Two weeks after he settled in, a native approached him with a request to please paint mice on this white cloth-the cloth being intended for a small cremation tower. He couldn’t imagine what it was all about, but he would learn shortly.

The beach in front of his house was a traditional location for ceremonies of this sort. Arrangements were planned for a ritual cremation of mice. These creatures, Theo learned, were part of the retinue of the goddess of death and thus considered sacred. When mice became too numerous and started eating the rice, the peasants had no compunction about killing them, provided they cremated the remains. The day the cremation took place even the government offices were closed. The ceremony ended with the performance of plays with masked actors and general merriment. Theo was discovering life as he never imagined possible.

Facing the sea, Theo would sit with his easel before him, delighted there was so much to paint. He didn’t need to search. Subject matter passed before his very eyes: a woman loaded with empty coconut shells in a basket upon her head, while in contrast a junk with its sails set made its way to an island opposite him. He began working on a large canvas which he called Segara Rims-The Golden Sea. “It sounds like a melody,” he wrote in his journal about the painting. “The colors! If you live long by the seaside here, you see colors as a picture.”

Theo was sitting at his easel one morning when a young boy brought a message written on rice paper. It was from Adrien-Jean Le Mayeur de Merpres, the Belgian painter. Theo had longed to meet the painter. Le Mayeur had taken his Balinese wife, a dancer, to Singapore to perform Balinese dances to entice customers to buy his paintings. Le Mayeur was now inviting Theo to dinner. This will be interesting, Theo thought. The message said the boy would return and escort him to his house an hour before sunset. Theo nodded his approval to the boy who hastily vanished down the beach.
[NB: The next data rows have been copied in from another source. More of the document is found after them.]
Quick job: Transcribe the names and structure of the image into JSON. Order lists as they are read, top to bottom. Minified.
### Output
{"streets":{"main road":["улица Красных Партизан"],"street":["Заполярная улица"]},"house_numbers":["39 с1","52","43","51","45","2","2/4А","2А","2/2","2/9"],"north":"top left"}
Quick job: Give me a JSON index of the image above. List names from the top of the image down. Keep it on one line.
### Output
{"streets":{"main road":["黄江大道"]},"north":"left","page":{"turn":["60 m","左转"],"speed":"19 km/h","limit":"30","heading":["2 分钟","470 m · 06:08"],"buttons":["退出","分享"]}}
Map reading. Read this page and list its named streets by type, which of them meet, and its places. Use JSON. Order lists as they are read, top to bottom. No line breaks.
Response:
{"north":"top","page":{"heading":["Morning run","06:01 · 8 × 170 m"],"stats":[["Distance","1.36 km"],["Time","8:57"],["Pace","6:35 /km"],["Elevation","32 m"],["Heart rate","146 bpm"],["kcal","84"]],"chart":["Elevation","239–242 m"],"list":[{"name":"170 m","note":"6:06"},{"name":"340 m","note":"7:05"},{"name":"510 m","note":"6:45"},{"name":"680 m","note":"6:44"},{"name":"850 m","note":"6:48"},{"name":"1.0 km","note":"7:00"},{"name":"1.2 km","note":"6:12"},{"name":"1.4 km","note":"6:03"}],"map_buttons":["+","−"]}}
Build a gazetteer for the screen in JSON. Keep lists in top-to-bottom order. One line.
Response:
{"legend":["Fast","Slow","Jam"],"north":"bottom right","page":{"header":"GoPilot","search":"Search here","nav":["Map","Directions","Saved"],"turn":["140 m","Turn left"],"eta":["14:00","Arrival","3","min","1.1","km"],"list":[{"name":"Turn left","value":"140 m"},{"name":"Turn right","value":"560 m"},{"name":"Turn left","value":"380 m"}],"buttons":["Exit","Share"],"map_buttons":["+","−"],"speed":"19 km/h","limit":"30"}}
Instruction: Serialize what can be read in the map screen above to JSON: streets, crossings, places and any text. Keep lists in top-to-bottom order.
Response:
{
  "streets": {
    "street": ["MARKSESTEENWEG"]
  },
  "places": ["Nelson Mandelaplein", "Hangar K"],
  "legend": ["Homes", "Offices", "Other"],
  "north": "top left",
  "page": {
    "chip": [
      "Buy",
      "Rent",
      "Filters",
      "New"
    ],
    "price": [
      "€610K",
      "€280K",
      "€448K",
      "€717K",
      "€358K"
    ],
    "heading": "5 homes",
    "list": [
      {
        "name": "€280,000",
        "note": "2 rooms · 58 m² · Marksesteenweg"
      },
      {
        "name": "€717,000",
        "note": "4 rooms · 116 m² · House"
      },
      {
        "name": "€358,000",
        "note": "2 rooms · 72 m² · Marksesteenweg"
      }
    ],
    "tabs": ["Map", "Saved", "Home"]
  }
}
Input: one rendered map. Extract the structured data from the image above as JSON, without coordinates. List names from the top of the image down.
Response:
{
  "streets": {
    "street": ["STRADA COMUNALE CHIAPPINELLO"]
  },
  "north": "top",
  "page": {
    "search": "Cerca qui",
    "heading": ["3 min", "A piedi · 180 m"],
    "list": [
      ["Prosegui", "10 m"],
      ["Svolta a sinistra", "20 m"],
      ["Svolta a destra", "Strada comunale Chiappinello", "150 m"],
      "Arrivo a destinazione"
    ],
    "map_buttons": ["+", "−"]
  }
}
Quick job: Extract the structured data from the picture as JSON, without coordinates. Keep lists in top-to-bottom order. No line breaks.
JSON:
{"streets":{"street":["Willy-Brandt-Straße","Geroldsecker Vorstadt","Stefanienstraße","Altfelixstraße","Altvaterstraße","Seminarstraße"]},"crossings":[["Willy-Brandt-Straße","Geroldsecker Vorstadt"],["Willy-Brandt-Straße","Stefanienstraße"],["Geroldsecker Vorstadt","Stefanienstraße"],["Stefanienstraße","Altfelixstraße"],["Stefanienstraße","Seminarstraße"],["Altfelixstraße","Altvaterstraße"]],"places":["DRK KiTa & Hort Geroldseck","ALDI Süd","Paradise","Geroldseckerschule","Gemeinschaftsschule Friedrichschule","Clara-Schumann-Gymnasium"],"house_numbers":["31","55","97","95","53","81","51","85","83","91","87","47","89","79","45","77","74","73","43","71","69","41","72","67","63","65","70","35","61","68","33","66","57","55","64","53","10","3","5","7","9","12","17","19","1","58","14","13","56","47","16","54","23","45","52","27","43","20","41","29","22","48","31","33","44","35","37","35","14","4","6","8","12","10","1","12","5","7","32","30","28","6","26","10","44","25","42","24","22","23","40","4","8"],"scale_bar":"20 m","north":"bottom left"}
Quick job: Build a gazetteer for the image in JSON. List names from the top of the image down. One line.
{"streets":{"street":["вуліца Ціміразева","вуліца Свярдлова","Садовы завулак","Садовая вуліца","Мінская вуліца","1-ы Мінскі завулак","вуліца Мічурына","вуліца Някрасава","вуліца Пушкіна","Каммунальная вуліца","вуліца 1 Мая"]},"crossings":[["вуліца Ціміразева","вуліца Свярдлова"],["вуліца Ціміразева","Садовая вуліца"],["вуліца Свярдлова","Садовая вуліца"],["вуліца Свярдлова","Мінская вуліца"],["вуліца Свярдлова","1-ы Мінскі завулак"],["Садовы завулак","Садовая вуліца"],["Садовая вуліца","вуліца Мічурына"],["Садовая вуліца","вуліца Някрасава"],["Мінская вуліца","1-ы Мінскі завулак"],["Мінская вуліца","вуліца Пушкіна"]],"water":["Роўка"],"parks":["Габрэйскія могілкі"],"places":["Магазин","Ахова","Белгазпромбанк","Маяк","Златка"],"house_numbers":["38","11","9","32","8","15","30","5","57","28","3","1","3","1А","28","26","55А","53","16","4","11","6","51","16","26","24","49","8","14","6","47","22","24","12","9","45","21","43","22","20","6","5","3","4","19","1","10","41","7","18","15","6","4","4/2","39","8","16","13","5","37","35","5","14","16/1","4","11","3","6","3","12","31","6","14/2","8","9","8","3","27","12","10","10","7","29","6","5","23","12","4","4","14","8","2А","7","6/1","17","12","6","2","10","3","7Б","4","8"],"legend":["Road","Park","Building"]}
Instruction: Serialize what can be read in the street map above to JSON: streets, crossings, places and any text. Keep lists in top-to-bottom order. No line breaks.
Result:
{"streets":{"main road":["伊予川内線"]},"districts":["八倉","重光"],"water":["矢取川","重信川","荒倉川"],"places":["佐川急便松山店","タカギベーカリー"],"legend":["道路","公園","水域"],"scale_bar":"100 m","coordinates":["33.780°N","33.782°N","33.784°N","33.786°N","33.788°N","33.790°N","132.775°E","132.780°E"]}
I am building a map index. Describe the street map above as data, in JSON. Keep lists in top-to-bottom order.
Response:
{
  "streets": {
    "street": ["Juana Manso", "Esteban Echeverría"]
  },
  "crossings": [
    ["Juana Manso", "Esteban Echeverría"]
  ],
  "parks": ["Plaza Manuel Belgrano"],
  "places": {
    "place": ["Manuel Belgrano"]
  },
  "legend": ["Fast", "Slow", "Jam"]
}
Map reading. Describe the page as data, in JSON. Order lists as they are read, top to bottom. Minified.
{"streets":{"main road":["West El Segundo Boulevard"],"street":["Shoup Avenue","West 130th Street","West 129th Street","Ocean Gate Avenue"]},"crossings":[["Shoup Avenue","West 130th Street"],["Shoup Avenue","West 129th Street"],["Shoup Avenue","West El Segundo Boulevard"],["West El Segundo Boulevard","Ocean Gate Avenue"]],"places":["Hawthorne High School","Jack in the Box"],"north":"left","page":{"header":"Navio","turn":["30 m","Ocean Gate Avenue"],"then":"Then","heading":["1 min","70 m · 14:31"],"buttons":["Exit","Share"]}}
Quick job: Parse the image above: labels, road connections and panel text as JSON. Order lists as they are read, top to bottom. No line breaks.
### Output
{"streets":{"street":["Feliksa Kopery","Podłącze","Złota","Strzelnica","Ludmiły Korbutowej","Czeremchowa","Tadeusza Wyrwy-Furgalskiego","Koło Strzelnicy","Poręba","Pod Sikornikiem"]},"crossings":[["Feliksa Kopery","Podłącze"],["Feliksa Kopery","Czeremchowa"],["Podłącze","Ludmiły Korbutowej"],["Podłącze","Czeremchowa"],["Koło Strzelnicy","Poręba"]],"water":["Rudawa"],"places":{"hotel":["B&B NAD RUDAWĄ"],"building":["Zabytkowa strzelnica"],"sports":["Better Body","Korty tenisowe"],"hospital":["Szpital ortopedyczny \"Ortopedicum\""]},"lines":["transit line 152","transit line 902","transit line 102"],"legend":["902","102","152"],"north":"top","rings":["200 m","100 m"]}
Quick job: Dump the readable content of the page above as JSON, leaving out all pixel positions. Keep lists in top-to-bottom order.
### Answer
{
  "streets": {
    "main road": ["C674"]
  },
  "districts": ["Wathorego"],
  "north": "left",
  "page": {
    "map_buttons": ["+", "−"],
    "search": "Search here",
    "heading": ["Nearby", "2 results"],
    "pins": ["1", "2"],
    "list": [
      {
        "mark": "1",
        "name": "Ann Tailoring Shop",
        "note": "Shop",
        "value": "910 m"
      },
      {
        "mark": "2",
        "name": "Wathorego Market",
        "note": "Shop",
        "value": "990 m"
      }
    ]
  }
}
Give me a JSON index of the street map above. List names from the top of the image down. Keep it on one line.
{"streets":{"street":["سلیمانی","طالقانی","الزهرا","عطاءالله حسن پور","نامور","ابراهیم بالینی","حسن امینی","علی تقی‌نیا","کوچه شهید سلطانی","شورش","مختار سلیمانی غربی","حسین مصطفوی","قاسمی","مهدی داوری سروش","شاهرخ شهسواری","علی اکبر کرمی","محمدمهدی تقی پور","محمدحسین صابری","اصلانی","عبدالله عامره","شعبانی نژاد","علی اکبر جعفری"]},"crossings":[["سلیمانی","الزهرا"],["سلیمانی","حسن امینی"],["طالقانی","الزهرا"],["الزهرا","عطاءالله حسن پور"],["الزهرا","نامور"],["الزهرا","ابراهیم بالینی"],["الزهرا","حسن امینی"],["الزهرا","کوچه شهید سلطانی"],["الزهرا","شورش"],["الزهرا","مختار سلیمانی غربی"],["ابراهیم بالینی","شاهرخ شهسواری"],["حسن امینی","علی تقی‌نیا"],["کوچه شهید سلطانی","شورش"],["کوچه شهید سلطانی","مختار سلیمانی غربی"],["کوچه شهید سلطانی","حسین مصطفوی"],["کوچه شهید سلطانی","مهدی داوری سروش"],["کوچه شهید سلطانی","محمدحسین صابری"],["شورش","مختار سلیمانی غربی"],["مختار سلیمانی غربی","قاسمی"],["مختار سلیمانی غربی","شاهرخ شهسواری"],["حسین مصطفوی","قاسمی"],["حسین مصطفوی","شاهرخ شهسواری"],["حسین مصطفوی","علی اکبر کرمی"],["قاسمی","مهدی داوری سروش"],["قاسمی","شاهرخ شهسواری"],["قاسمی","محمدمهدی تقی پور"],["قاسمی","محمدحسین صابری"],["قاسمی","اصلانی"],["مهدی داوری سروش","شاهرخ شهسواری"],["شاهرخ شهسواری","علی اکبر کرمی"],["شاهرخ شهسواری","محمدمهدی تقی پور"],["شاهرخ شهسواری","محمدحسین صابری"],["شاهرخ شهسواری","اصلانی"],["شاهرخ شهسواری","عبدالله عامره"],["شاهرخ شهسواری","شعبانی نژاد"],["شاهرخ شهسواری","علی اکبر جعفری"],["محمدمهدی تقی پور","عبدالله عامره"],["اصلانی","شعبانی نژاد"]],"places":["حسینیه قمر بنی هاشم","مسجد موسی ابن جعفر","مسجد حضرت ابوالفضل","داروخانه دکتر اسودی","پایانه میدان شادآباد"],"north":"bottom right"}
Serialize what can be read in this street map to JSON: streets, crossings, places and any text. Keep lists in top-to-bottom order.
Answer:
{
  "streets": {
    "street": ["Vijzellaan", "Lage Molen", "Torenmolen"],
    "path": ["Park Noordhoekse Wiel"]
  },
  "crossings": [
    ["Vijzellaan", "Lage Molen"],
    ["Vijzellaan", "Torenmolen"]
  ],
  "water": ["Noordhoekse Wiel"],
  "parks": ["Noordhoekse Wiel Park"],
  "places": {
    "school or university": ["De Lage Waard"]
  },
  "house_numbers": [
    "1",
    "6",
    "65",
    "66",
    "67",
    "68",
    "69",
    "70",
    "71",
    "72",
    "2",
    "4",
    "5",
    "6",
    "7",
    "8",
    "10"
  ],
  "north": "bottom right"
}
Theo could hardly concentrate on his painting for the rest of the day. He knew for a fact that Le Mayeur was an aristocrat. Theo wondered might he be a snob, or worse yet, a man who had taken up painting as a mere hobby, a dilettante in the arts, as some wealthy people often do? You always hear about someone important, maybe a head of state and they have retired. They have taken up painting, something they always wanted to do. Theo always found it disgusting to hear such things. He wondered about this when the boy returned and he followed him down the beach to La Mayeur’s house. It was a fifteen-minute walk. He found the painter sitting on a chair in front of the house when he and the boy approached.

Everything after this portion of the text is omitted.